→ **Task**: Below are some records; copy them word for word and drop the pictures.

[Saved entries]

+++++

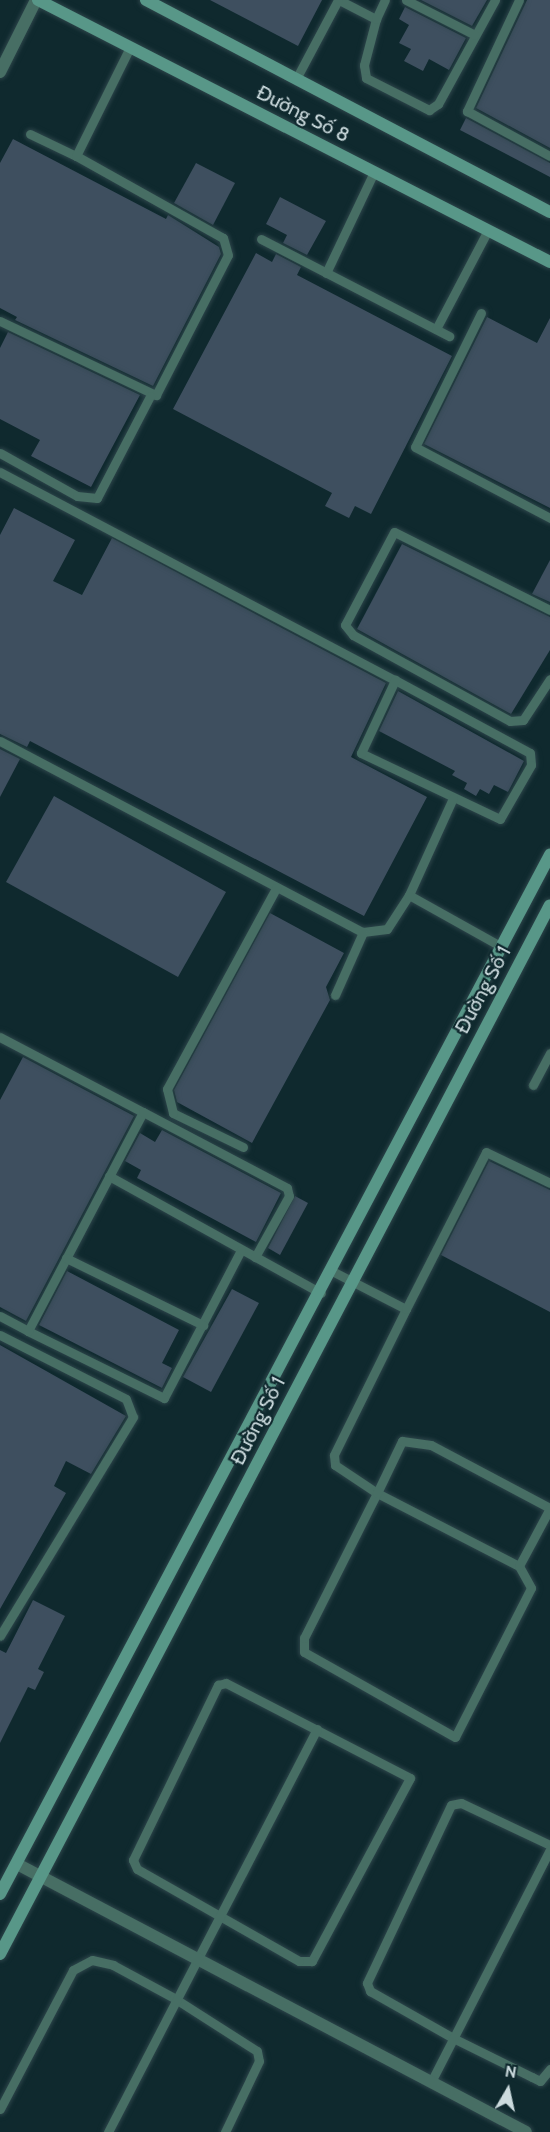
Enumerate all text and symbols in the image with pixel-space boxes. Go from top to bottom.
street label: Đường Số 8 [253,80,353,148]
street label: Đường Số 1 [450,942,516,1038]
street label: Đường Số 1 [226,1373,290,1469]
north arrow [478,2060,538,2120]
text: N [504,2061,518,2082]

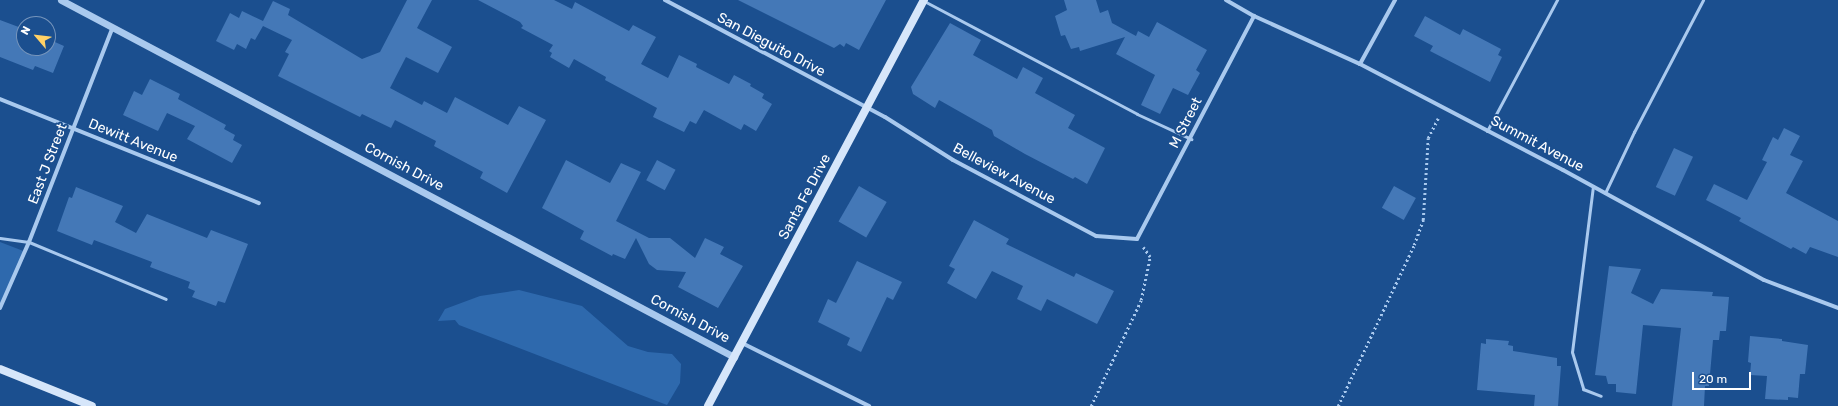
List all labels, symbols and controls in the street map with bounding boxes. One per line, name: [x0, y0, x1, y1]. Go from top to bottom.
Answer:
street label: San Dieguito Drive: [714, 9, 828, 81]
north arrow: [16, 16, 56, 56]
text: N: [18, 24, 33, 37]
street label: M Street: [1166, 95, 1206, 151]
street label: Summit Avenue: [1487, 112, 1587, 176]
street label: Dewitt Avenue: [86, 115, 180, 167]
street label: East J Street: [25, 121, 71, 207]
street label: Cornish Drive: [361, 139, 447, 195]
street label: Belleview Avenue: [950, 140, 1058, 208]
street label: Santa Fe Drive: [775, 151, 835, 243]
street label: Cornish Drive: [647, 291, 733, 347]
scale bar: [1694, 364, 1753, 390]
text: 20 m: [1699, 372, 1727, 386]

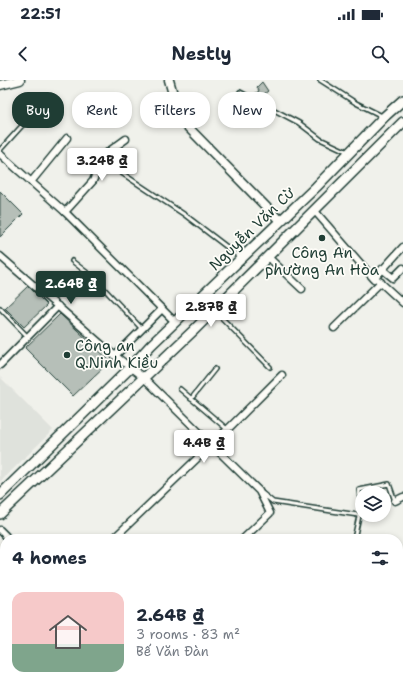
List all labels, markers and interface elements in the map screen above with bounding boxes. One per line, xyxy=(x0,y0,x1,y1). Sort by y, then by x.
text: 22:51 xyxy=(20,4,61,24)
text: Nestly xyxy=(172,42,231,66)
icon: back xyxy=(12,43,34,65)
icon: search xyxy=(369,43,391,65)
chip: Buy xyxy=(12,92,64,128)
chip: Rent xyxy=(72,92,132,128)
chip: Filters xyxy=(140,92,210,128)
chip: New xyxy=(218,92,276,128)
pin: 3.24B ₫ xyxy=(65,148,139,182)
text: 3.24B ₫ xyxy=(76,152,128,169)
street label: Nguyễn Văn Cừ xyxy=(205,183,299,275)
marker: Công An phường An Hòa xyxy=(317,233,327,243)
place label: Công An phường An Hòa xyxy=(265,243,380,280)
pin: 2.64B ₫ xyxy=(34,271,108,305)
text: 2.64B ₫ xyxy=(45,275,97,292)
pin: 2.87B ₫ xyxy=(174,294,248,328)
text: 2.87B ₫ xyxy=(185,298,237,315)
place label: Công an Q.Ninh Kiều xyxy=(75,336,158,373)
marker: Công an Q.Ninh Kiều xyxy=(62,350,72,360)
pin: 4.4B ₫ xyxy=(171,430,237,464)
text: 4.4B ₫ xyxy=(183,434,225,451)
map controls xyxy=(355,486,391,522)
button: layers xyxy=(355,486,391,522)
text: 4 homes xyxy=(12,547,87,569)
icon: filters xyxy=(369,547,391,569)
text: 2.64B ₫ xyxy=(136,604,204,626)
icon: home xyxy=(44,608,92,656)
text: 3 rooms · 83 m² xyxy=(136,626,240,643)
text: Bế Văn Đàn xyxy=(136,643,209,660)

+++++

→ **Answer**:
Enumerate all text and symbols in the image with pixel-space boxes. Go from top to bottom.
street label: Đường Số 8 [253,80,353,148]
street label: Đường Số 1 [450,942,516,1038]
street label: Đường Số 1 [226,1373,290,1469]
north arrow [478,2060,538,2120]
text: N [504,2061,518,2082]

List all labels, symbols and controls in the street map with bounding boxes. One per line, name: [x0, y0, x1, y1]. Go from top to bottom.
Answer:
street label: San Dieguito Drive: [714, 9, 828, 81]
north arrow: [16, 16, 56, 56]
text: N: [18, 24, 33, 37]
street label: M Street: [1166, 95, 1206, 151]
street label: Summit Avenue: [1487, 112, 1587, 176]
street label: Dewitt Avenue: [86, 115, 180, 167]
street label: East J Street: [25, 121, 71, 207]
street label: Cornish Drive: [361, 139, 447, 195]
street label: Belleview Avenue: [950, 140, 1058, 208]
street label: Santa Fe Drive: [775, 151, 835, 243]
street label: Cornish Drive: [647, 291, 733, 347]
scale bar: [1694, 364, 1753, 390]
text: 20 m: [1699, 372, 1727, 386]

List all labels, markers and interface elements in the map screen above with bounding boxes. One per line, xyxy=(x0,y0,x1,y1). Sort by y, then by x.
text: 22:51 xyxy=(20,4,61,24)
text: Nestly xyxy=(172,42,231,66)
icon: back xyxy=(12,43,34,65)
icon: search xyxy=(369,43,391,65)
chip: Buy xyxy=(12,92,64,128)
chip: Rent xyxy=(72,92,132,128)
chip: Filters xyxy=(140,92,210,128)
chip: New xyxy=(218,92,276,128)
pin: 3.24B ₫ xyxy=(65,148,139,182)
text: 3.24B ₫ xyxy=(76,152,128,169)
street label: Nguyễn Văn Cừ xyxy=(205,183,299,275)
marker: Công An phường An Hòa xyxy=(317,233,327,243)
place label: Công An phường An Hòa xyxy=(265,243,380,280)
pin: 2.64B ₫ xyxy=(34,271,108,305)
text: 2.64B ₫ xyxy=(45,275,97,292)
pin: 2.87B ₫ xyxy=(174,294,248,328)
text: 2.87B ₫ xyxy=(185,298,237,315)
place label: Công an Q.Ninh Kiều xyxy=(75,336,158,373)
marker: Công an Q.Ninh Kiều xyxy=(62,350,72,360)
pin: 4.4B ₫ xyxy=(171,430,237,464)
text: 4.4B ₫ xyxy=(183,434,225,451)
map controls xyxy=(355,486,391,522)
button: layers xyxy=(355,486,391,522)
text: 4 homes xyxy=(12,547,87,569)
icon: filters xyxy=(369,547,391,569)
text: 2.64B ₫ xyxy=(136,604,204,626)
icon: home xyxy=(44,608,92,656)
text: 3 rooms · 83 m² xyxy=(136,626,240,643)
text: Bế Văn Đàn xyxy=(136,643,209,660)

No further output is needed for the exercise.